§ **Assignment**:
Write out, word for word, only the data from its first line to the line containing "height:2px; margin:-1px; padding:0".

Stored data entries

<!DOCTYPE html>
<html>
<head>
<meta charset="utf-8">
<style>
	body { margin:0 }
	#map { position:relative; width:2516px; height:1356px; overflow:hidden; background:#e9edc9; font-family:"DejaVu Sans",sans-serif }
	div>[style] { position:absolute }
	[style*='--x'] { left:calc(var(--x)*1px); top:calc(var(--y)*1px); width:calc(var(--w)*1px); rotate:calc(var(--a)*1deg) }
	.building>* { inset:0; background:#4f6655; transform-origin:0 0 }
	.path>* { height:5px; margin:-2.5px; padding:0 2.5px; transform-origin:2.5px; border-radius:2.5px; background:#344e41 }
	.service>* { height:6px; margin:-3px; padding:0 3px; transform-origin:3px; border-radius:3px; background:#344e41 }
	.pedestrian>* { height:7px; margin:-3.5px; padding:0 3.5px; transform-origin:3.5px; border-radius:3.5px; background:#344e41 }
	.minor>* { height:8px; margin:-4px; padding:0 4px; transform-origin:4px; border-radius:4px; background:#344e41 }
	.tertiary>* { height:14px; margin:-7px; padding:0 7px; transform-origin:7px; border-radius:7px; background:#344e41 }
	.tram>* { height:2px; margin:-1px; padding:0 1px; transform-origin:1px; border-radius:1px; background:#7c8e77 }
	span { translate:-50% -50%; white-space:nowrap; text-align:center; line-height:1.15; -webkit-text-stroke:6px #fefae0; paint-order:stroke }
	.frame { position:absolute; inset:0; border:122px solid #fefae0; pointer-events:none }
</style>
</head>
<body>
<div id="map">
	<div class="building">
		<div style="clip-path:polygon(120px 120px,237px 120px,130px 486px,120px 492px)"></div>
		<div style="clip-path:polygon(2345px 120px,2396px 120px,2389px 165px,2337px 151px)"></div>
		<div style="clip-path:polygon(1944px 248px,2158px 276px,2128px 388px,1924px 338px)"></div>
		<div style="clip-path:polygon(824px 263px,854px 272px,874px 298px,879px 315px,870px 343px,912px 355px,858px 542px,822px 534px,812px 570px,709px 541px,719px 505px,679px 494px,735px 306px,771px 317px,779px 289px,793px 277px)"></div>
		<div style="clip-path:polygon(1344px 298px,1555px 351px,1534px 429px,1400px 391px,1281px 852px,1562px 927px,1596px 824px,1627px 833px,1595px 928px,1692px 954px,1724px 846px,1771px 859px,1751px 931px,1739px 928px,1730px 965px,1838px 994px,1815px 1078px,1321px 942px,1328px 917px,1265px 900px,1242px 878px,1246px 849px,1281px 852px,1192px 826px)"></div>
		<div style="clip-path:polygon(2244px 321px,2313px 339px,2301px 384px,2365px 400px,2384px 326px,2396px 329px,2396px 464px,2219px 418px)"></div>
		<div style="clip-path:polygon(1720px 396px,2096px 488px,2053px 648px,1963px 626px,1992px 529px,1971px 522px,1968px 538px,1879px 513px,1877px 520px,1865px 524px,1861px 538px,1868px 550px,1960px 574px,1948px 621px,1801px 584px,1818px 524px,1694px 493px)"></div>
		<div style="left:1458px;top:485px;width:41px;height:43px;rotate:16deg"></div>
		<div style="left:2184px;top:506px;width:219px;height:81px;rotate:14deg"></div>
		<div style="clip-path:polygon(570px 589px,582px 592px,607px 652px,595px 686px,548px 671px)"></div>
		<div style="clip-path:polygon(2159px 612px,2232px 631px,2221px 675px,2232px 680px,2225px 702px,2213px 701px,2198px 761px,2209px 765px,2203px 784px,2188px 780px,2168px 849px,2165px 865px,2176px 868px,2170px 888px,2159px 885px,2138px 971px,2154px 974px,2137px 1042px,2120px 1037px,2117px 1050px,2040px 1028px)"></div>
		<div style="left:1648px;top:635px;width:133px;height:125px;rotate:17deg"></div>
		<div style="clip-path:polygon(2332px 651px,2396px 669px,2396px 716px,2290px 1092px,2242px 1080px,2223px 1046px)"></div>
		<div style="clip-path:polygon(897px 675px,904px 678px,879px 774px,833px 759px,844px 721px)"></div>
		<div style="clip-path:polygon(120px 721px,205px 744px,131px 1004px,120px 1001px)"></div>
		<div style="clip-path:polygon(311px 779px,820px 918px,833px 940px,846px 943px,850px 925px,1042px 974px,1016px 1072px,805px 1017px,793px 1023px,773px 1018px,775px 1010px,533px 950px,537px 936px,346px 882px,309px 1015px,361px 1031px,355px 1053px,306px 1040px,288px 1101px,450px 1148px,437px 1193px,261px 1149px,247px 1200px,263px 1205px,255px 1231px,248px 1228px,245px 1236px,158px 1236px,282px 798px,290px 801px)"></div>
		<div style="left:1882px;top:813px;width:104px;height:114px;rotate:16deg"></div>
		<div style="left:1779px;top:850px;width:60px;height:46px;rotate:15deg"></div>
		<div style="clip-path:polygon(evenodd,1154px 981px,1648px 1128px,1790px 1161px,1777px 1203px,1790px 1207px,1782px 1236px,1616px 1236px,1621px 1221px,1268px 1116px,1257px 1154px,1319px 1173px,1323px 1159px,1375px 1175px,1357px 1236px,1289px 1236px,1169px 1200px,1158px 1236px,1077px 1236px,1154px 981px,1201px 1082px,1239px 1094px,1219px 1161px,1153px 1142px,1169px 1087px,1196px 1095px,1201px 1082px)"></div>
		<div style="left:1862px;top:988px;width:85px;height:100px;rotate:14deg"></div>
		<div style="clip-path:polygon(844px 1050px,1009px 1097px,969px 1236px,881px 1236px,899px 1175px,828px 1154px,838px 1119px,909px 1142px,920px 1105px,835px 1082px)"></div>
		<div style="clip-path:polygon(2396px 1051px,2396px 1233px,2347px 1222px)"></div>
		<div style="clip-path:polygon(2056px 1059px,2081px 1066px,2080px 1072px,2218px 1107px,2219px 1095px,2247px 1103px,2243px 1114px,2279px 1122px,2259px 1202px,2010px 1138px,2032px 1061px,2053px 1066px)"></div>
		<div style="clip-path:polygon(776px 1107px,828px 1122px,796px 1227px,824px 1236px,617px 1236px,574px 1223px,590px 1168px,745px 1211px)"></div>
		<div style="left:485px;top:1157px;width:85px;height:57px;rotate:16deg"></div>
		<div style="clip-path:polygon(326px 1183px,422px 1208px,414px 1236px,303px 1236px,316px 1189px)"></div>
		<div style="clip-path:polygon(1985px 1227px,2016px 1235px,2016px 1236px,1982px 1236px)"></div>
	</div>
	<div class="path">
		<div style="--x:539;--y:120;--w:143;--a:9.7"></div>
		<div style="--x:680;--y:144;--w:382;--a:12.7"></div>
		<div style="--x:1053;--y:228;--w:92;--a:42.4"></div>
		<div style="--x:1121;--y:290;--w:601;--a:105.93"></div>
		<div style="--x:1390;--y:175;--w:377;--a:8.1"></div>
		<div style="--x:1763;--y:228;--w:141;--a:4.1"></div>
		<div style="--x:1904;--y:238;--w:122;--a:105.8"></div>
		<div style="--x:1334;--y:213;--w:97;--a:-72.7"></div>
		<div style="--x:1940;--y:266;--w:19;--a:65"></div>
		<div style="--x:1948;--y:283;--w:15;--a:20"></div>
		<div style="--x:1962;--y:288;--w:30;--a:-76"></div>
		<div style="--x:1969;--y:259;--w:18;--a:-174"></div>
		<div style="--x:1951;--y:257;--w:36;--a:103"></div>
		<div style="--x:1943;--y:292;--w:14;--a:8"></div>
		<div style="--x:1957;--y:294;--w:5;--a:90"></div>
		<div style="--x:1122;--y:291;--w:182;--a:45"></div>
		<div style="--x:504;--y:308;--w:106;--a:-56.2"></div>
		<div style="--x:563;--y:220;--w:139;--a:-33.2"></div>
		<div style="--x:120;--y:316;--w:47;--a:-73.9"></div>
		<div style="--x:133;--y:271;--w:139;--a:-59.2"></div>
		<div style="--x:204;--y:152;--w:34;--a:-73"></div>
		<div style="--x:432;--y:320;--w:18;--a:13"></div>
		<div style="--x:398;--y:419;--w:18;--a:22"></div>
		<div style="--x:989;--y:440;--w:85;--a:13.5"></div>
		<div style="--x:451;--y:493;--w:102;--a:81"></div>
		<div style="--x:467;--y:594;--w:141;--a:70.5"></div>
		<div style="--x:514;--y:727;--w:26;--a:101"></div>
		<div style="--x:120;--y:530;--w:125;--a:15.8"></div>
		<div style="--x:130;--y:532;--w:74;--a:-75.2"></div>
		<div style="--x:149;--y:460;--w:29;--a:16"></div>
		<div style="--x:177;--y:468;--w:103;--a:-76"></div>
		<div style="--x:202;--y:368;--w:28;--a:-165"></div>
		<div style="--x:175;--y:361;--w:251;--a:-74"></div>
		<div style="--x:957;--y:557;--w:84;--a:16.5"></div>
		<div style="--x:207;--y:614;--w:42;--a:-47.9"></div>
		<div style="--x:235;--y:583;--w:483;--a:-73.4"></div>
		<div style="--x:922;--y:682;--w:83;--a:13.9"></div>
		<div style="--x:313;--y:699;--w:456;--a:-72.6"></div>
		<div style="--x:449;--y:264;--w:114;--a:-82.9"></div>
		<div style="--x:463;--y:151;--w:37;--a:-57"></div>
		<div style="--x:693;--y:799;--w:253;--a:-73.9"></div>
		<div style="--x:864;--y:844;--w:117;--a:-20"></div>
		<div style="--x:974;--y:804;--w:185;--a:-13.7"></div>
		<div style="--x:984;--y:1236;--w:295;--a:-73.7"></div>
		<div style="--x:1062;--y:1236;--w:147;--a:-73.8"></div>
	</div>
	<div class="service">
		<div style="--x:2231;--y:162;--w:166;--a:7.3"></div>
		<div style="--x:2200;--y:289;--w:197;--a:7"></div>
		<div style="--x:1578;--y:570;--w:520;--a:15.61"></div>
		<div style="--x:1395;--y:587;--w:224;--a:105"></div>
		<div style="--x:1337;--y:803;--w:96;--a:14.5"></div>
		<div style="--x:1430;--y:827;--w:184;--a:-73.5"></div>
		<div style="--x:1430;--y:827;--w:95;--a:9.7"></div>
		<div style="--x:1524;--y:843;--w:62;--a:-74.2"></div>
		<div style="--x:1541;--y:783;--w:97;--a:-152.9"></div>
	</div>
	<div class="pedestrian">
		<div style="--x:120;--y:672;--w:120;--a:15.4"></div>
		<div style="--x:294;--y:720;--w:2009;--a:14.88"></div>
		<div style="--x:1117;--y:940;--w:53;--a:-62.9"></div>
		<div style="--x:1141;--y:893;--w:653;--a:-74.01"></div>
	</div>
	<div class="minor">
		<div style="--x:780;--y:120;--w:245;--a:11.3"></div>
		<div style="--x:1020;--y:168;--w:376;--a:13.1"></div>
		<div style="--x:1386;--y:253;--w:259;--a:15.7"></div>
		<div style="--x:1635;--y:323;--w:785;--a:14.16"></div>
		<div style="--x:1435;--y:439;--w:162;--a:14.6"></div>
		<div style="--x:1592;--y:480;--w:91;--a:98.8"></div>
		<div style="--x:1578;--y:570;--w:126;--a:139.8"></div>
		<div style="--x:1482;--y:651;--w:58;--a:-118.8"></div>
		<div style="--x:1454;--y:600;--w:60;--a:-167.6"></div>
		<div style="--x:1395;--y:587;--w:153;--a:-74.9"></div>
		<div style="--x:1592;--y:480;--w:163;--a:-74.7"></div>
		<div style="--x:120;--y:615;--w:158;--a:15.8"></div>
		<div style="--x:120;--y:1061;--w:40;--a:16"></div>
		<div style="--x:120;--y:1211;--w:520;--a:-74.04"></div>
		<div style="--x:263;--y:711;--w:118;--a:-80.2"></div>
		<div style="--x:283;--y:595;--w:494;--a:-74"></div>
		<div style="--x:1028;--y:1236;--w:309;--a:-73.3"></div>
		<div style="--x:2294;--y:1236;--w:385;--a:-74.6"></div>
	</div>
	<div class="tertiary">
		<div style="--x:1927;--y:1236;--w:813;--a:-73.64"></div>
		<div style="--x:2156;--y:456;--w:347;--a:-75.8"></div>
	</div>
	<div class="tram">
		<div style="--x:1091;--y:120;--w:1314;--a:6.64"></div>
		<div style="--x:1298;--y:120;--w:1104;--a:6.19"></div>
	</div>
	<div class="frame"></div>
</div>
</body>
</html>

§ **Expected answer**:
<!DOCTYPE html>
<html>
<head>
<meta charset="utf-8">
<style>
	body { margin:0 }
	#map { position:relative; width:2516px; height:1356px; overflow:hidden; background:#e9edc9; font-family:"DejaVu Sans",sans-serif }
	div>[style] { position:absolute }
	[style*='--x'] { left:calc(var(--x)*1px); top:calc(var(--y)*1px); width:calc(var(--w)*1px); rotate:calc(var(--a)*1deg) }
	.building>* { inset:0; background:#4f6655; transform-origin:0 0 }
	.path>* { height:5px; margin:-2.5px; padding:0 2.5px; transform-origin:2.5px; border-radius:2.5px; background:#344e41 }
	.service>* { height:6px; margin:-3px; padding:0 3px; transform-origin:3px; border-radius:3px; background:#344e41 }
	.pedestrian>* { height:7px; margin:-3.5px; padding:0 3.5px; transform-origin:3.5px; border-radius:3.5px; background:#344e41 }
	.minor>* { height:8px; margin:-4px; padding:0 4px; transform-origin:4px; border-radius:4px; background:#344e41 }
	.tertiary>* { height:14px; margin:-7px; padding:0 7px; transform-origin:7px; border-radius:7px; background:#344e41 }
	.tram>* { height:2px; margin:-1px; padding:0 1px; transform-origin:1px; border-radius:1px; background:#7c8e77 }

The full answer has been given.